The most sanctimonious critics always turn out to be recent converts.

It’s as if they’ve just changed their mind about something and now they have to aggressively over compensate.

Reformed smokers are a good example. One week they’re on 40 a day, and the next day they are angrily condemning this ‘disgusting habit’ and recommending hard labour for Nicotine addicts. The conversion from chain smoking to chain gang Marshall is almost instantaneous.

It’s all about the pose.

Likewise, the most radical left-wing students are almost always the products of privilege. Their passion, you sense, is less about social justice than about putting their embarrassingly comfortable past behind them.

Politicians who rail against the public school system will inevitably send their children there. It’s as if their obsession with a subject becomes so intense that they become immersed in it. Then, like the victims of Stockholm Syndrome, the hostages fall in love with their captors.    

We learn about this diversionary tactic from an early age.

As Jane Austen nearly said, it is a truth universally acknowledged in school playgrounds, that he who smelt it, dealt it. In other words, from childhood, we are taught to be wary of aggressive messengers, because they are usually hiding something.

This is why I am optimistic that people will see through the glib marketing messages from those pious protectors of privacy, such as Facebook, Google and Amazon.

I like to think that every app user will snort with derision at the irony of the words ‘We value Your Privacy’. They certainly do ‘value your privacy’ – they’re selling it by the pound, to every Tom, Dick and Netbot on the dark web!

Did you know that Facebook has 12,000 data points on each person? That’s 12,000 aspects of your life they have snooped on and 12,000 items of your emotional under wear they have spread out on the shop counter for any advertisers to rummage around.

What a lovely bunch these digital marketing people are. They certainly like dipping their digits into your private life.

That is why every privacy initiative from the likes of Facebook should be met with scepticism.

Apple has promised that ‘What happens on your iPhone stays on your iPhone’. However, a recent investigation by the Washington Post found 5,400 hidden app trackers on one test phone – in just one week!

The worst bit is that your iPhone is reporting on you while you are sleeping.

Some of the apps studied had violated their own published privacy policy.

As we learned from gangsters, when people offer you ‘protection’, they don’t always offer you something that’s in your best interests.

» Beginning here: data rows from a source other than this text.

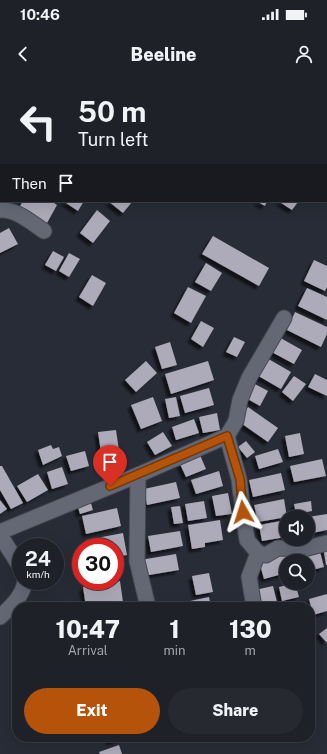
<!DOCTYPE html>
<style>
body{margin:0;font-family:"Public Sans",sans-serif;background:#262930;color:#f1f3f6;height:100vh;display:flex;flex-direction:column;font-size:15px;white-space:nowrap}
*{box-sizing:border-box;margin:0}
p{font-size:13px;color:#a1a3a8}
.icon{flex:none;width:22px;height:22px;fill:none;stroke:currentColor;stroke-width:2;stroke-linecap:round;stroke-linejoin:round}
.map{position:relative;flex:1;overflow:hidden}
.details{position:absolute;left:12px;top:522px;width:303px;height:140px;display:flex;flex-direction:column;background:#1e2128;border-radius:16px;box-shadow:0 4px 16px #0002,0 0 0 1px #3c3e45}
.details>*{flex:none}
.banner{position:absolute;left:0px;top:0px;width:327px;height:122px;box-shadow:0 4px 16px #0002,0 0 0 1px #3c3e45;background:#1e2128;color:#f1f3f6;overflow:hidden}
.controls{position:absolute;left:279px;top:430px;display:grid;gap:8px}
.controls a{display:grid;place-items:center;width:36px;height:36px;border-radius:50%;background:#1e2128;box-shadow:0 4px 16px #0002,0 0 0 1px #3c3e45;font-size:20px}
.speed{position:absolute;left:12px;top:458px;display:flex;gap:8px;font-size:20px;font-weight:700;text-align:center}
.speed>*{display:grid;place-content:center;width:52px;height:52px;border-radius:50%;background:#1e2128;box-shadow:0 4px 16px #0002,0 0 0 1px #3c3e45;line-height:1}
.speed small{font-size:10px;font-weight:400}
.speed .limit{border:6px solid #d22;background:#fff;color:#111}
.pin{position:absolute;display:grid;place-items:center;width:34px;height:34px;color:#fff;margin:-41px -17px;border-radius:50% 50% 50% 0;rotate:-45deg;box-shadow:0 0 4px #0007}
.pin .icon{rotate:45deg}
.me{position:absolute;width:44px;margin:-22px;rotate:354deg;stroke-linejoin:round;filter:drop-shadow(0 0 3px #0008)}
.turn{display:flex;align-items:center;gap:14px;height:84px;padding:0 12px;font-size:18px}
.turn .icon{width:52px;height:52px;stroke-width:2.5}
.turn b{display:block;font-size:28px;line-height:34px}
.then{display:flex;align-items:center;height:38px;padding:0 12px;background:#0003;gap:8px;font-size:15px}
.eta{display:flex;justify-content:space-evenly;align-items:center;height:68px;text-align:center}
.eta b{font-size:24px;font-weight:800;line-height:28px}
.primary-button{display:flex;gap:8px;margin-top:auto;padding:8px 12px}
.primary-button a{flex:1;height:46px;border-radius:24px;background:#b45309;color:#fff;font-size:16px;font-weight:800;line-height:46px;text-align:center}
.primary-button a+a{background:#262930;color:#f1f3f6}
.status{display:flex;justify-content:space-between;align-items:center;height:28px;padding:0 20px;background:#1e2128;direction:ltr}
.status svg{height:11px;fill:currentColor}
header{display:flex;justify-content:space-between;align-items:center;height:52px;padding:0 12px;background:#1e2128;font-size:18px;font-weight:800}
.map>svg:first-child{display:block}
.building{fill:#adabb9;filter:url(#shadow)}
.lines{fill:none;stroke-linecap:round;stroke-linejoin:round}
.minor-casing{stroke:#464952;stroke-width:17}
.minor{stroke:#646875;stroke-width:15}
.route-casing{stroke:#753606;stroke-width:10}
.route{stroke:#b45309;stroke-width:7}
</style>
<div class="status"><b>10:46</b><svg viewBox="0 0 49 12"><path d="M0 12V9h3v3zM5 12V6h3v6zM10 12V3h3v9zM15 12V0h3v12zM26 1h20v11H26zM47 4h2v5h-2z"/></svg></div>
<header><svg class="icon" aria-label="back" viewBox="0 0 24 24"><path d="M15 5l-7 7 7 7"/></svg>Beeline<svg class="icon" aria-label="person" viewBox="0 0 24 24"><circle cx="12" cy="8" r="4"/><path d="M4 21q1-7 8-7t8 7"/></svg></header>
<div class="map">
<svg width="327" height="674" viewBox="0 0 327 674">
<defs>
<filter id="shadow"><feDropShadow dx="-3.5" dy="3.5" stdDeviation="1" flood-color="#0009"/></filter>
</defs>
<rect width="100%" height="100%" fill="#282c36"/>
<!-- building -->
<g class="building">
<path d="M23,121H51L57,125L47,143L19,128Z"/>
<path d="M63,121H84L78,131Z"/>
<path d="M108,121H131L132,122L123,133Z"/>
<path d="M256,121H267L265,126Z"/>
<path d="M278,121H295L298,122L292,130Z"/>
<path d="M97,130L110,141L93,163L80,153Z"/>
<path d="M9,148L18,164L0,173V153Z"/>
<path d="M213,156L269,188L259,206L202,174Z"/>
<path d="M53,171L64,177L56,191L45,185Z"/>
<path d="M69,173L80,179L69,197L59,191Z"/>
<path d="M314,180L327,186V207L325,211L304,201Z"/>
<path d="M206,183L222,193L211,211L195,202Z"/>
<path d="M92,195L106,203L93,226L79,217Z"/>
<path d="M188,207L206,216L191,243L174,233Z"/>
<path d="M307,208L327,217V240L298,226Z"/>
<path d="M295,232L327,247V254L321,267L287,250Z"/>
<path d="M201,241L214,248L203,267L191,259Z"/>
<path d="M277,256L302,270L294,284L268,270Z"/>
<path d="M234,257L245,262L237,277L226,272Z"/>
<path d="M170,262L177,285L162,289L155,267Z"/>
<path d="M265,277L291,292L281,309L255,294Z"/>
<path d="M146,281L157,293L136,312L125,300Z"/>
<path d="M208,281L214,300L171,314L165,294Z"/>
<path d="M315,294L327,300V316L308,307Z"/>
<path d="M294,296L306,304L293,321L282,312Z"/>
<path d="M251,302L268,311L260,326L244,317Z"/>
<path d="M209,308L214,325L185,333L180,316Z"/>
<path d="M153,317L162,341L141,349L131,325Z"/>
<path d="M176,317L180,336L169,338L165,319Z"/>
<path d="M248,327L278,348L268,362L238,341Z"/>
<path d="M217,333L220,350L203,353L199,337Z"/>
<path d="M194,339L199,353L176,360L172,347Z"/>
<path d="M116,350L120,377L102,379L98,352Z"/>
<path d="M163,352L172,366L155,375L147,362Z"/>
<path d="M300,353L304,374L289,377L285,356Z"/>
<path d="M246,361L255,372L247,378L238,367Z"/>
<path d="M51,365L53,369L59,367L62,376L43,385L38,370Z"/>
<path d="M278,369L283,382L259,389L255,376Z"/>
<path d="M85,371L89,386L71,391L66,376Z"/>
<path d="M200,375L206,389L186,397L180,384Z"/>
<path d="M322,379L326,396L294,402L290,386Z"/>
<path d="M121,380L123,387L115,388L114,381Z"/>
<path d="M0,386H2L23,423L11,429L0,410Z"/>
<path d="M62,387L68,404L52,409L47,392Z"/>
<path d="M219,391L223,406L196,414L191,400Z"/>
<path d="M281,393L285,410L253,417L249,400Z"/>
<path d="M38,394L48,410L27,422L17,406Z"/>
<path d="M176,402L180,418L147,425L144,409Z"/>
<path d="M228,413L232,434L216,436L212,416Z"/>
<path d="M284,419L287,437L258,442L254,425Z"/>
<path d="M0,420L7,429L0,434Z"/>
<path d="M90,420L93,430L80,434L77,424Z"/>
<path d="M204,421L207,438L188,441L185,424Z"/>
<path d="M311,421L312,431L296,434L294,424Z"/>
<path d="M180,426L183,443L174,444L171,427Z"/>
<path d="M117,428L121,446L86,454L82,436Z"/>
<path d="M327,434V450L308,454V437Z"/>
<path d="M220,440L223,460L205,463V467L192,469L188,445Z"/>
<path d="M286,440V457L262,461L259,445Z"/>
<path d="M180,451L183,466L151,472L148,456Z"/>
<path d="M123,453L127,475L115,477V467H88L86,460Z"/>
<path d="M323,466H327V485H326Z"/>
<path d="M319,468L324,487L308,491V481H304L302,473Z"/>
<path d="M293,473L295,481H286V493L264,499L259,481Z"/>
<path d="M176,474L179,490L143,496L140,480Z"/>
<path d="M209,493L213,512L196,515L192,496Z"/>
<path d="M120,501L123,522L86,527L83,507Z"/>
<path d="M295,503L299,517L282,521L279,507Z"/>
<path d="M273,506L277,522L259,526L255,510Z"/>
<path d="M327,514V531L313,535L309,519Z"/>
<path d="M209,517L211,527H192L190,521Z"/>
<path d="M327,548V563L319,554Z"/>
<path d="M109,657H126L110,662Z"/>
<path d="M119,665L122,674H100L99,672Z"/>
</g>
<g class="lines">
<!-- minor casing -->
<g class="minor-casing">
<g id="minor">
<path d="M74,1V0"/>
<path d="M0,64H1"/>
<path d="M0,130C16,129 31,142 44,151"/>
<path d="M138,395L137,481L148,527"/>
<path d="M0,452L138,395L227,356"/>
<path d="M0,455L21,488"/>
<path d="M258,473L266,475L278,468L304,469L327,463"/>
<path d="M254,527L249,497L258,473L247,460L243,432L239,399L227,356L236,341L240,320L249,298L284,238"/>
<path d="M0,537C11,527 23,516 25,501"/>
</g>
</g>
<!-- minor -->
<use href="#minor" class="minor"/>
</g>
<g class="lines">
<!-- route casing -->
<g class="route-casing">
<path id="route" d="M110,406L227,356L240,399L243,432"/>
</g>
<!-- route -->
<use href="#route" class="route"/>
</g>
</svg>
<div class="controls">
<a><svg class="icon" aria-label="sound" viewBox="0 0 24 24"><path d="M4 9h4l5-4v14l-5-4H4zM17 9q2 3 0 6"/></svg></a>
<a><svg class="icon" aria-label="search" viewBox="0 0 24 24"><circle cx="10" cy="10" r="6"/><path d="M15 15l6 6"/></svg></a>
</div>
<div class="speed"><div>24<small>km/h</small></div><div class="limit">30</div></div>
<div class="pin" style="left:110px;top:406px;background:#d93025"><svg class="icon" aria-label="arrive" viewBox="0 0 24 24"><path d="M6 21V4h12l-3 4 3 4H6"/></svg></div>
<svg class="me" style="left:243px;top:432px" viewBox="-20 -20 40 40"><path d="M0-17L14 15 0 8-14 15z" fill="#b45309" stroke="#fff" stroke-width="4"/></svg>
<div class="banner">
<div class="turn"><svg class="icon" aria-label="left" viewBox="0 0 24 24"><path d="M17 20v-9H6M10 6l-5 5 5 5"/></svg><div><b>50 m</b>Turn left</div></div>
<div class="then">Then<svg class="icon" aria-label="arrive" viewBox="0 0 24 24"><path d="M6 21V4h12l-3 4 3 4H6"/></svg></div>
</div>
<section class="details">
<div class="eta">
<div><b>10:47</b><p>Arrival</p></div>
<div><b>1</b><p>min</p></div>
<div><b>130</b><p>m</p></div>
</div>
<div class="primary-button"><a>Exit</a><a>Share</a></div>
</section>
</div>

However, nobody ever went broke by underestimating the gullibility of the public. There are still people out there who fall for money transfer scams. They actually believe that some anonymous millionaire philanthropist has identified them, for no apparent reason, to be the beneficiary of a get rich quick scheme.

Not only is this implausible, but there is a lot of historical ‘data’ on this. These money transfer scams date back to the 16th century, when they were known as the ‘Spanish Prisoner’ con.

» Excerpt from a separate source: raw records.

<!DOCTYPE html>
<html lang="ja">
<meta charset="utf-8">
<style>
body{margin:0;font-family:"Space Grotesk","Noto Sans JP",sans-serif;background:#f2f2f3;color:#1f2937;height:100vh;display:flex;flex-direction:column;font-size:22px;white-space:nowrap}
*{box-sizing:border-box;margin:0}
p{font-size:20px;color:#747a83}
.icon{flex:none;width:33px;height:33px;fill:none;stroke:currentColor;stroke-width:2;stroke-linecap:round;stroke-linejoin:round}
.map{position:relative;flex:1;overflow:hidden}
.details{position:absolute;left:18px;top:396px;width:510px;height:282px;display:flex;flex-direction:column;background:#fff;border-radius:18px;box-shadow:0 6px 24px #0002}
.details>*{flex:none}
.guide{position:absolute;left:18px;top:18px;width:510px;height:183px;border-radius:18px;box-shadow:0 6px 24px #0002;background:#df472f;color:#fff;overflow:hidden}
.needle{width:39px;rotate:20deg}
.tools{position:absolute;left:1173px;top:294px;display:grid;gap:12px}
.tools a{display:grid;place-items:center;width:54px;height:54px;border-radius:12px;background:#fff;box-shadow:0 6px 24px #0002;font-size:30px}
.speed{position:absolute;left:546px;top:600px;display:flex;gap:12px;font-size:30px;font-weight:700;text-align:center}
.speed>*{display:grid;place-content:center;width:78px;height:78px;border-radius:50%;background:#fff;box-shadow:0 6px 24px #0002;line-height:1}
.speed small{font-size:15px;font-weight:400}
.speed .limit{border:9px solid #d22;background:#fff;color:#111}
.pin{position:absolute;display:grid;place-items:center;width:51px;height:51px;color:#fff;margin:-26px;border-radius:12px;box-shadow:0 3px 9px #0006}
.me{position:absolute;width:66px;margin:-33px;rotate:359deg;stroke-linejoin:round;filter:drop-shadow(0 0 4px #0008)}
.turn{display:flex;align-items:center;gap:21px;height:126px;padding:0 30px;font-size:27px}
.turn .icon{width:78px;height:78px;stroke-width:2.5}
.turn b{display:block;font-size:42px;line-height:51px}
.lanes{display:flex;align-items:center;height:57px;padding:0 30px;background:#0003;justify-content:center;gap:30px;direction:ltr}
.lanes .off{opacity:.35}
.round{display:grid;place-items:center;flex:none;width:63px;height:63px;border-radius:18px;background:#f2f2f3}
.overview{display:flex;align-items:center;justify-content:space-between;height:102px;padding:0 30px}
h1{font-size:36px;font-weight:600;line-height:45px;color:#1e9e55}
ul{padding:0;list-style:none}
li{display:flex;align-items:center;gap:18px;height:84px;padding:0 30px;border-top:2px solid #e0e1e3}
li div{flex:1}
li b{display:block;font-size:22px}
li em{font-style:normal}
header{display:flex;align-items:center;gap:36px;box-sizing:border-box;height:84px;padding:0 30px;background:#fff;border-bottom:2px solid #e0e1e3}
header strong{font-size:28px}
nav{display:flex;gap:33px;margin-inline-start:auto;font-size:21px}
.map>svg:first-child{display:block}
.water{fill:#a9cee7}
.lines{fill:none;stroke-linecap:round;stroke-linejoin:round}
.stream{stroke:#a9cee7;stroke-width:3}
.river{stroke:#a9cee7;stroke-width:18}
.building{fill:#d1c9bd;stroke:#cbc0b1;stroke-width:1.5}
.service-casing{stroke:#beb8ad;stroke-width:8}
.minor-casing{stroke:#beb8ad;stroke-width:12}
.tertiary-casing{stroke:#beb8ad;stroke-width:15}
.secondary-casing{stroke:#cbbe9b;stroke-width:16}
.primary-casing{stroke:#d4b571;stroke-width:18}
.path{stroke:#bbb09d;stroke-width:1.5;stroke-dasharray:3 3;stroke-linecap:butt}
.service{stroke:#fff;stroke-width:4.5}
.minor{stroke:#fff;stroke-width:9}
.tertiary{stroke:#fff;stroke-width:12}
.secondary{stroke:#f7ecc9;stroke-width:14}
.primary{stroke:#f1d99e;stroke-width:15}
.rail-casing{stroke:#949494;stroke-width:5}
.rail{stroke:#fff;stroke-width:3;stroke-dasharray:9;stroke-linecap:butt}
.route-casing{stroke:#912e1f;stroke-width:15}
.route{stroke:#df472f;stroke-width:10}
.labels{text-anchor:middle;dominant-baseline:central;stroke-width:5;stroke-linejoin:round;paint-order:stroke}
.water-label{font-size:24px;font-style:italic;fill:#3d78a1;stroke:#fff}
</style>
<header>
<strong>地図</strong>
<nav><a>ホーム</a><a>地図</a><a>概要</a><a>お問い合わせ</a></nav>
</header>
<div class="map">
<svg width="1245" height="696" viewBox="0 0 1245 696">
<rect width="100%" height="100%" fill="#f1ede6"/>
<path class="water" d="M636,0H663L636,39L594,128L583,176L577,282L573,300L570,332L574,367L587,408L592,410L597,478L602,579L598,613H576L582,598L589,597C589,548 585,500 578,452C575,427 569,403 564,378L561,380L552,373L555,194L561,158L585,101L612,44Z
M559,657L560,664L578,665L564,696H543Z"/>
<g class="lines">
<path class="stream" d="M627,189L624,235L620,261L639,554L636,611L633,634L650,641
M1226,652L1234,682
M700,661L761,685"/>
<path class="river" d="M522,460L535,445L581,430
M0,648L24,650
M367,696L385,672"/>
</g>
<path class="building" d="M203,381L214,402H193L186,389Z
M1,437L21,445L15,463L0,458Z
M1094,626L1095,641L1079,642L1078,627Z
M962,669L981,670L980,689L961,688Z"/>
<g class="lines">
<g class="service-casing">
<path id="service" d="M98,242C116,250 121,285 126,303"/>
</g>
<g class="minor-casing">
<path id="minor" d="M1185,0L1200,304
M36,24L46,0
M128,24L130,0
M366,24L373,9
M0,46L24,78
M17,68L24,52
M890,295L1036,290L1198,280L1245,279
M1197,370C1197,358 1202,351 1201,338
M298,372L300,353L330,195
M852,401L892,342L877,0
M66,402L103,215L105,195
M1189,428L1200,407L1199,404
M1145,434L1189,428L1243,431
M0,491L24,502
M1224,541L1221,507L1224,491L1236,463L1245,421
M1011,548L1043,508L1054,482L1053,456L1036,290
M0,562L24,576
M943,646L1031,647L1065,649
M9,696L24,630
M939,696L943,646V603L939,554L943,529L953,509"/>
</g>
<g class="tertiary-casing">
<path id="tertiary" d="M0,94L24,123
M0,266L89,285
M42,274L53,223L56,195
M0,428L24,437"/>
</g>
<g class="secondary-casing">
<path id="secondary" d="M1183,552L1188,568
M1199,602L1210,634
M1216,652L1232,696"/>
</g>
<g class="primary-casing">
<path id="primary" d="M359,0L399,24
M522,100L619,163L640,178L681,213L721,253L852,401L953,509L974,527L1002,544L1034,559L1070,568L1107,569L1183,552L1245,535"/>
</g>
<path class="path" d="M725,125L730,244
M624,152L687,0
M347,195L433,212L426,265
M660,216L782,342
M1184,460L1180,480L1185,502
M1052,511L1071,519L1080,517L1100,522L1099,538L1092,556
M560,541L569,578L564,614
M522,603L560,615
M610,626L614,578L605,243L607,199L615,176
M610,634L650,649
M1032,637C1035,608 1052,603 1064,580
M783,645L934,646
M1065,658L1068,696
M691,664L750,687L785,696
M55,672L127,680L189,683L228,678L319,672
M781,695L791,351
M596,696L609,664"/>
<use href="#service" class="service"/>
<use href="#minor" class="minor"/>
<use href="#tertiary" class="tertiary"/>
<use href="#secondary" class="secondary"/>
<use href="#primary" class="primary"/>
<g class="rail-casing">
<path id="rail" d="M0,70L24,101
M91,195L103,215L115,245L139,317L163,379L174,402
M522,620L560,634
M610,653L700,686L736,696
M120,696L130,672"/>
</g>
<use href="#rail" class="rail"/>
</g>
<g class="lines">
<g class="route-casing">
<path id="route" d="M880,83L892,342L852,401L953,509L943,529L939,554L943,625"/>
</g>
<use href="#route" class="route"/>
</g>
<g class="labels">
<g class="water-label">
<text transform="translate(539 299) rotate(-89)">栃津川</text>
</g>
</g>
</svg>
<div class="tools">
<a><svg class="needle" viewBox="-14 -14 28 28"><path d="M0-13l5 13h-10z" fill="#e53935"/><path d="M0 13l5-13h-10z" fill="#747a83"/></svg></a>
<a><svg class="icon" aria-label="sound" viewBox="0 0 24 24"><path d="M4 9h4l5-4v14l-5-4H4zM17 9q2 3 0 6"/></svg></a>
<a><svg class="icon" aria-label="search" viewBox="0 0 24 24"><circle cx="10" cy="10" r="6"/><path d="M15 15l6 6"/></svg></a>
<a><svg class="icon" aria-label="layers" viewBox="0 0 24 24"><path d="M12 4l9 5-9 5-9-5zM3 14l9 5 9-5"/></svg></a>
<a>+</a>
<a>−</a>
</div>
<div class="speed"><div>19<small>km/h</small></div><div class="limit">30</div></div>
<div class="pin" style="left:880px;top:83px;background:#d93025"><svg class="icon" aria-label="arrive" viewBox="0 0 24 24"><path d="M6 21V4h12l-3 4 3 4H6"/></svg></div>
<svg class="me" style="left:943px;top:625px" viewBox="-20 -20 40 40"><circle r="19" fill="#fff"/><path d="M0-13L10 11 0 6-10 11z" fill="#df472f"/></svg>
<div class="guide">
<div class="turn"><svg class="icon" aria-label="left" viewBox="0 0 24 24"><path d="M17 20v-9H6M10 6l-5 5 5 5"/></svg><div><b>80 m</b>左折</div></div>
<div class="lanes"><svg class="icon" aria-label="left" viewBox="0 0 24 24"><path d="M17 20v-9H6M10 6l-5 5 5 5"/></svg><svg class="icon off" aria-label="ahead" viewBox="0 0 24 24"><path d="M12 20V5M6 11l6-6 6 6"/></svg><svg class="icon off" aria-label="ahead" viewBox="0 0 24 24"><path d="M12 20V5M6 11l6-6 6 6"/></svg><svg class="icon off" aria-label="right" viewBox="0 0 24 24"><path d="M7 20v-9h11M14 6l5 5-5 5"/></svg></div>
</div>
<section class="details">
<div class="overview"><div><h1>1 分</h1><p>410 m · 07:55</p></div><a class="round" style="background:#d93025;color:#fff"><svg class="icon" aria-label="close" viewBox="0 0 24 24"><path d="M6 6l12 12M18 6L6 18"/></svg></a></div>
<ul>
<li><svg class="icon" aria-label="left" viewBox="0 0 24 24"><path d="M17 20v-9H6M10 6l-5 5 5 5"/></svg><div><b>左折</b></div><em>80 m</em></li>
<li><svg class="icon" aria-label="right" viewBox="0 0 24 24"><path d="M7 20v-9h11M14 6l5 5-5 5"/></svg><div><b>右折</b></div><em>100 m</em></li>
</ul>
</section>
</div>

If people haven’t learned not to mistrust ‘geeks bearing gifts’, after 400 years of grifting, then perhaps they never will. We should resign ourselves to the fact that we will never be safe from intrusion and now that IT has brought the outside world into both our homes and our heads, we need practical solutions more than ever.

That’s why Siccura aims to keep everything locked down as much as possible. Every private thought you commit to an email or a text is shrouded in secrecy – or encrypted, to use the technical term. Every document is under a digital lock and key and access to it is so tightly controlled that you can revoke someone’s right to see any document if you change your mind about them.

We are realists at Siccura. We understand that we can never stop people using Facebook, Apple and Amazon. Neither can we stop people being abused by them. But we can take a more honest and realistic approach to protection.

That’s a nice picture you’ve got there! What a shame if it…. fell into the wrong hands, eh?

That’s what protection racketeers used to sound like. These days, you can identify them by the phrase: ’We value your privacy’.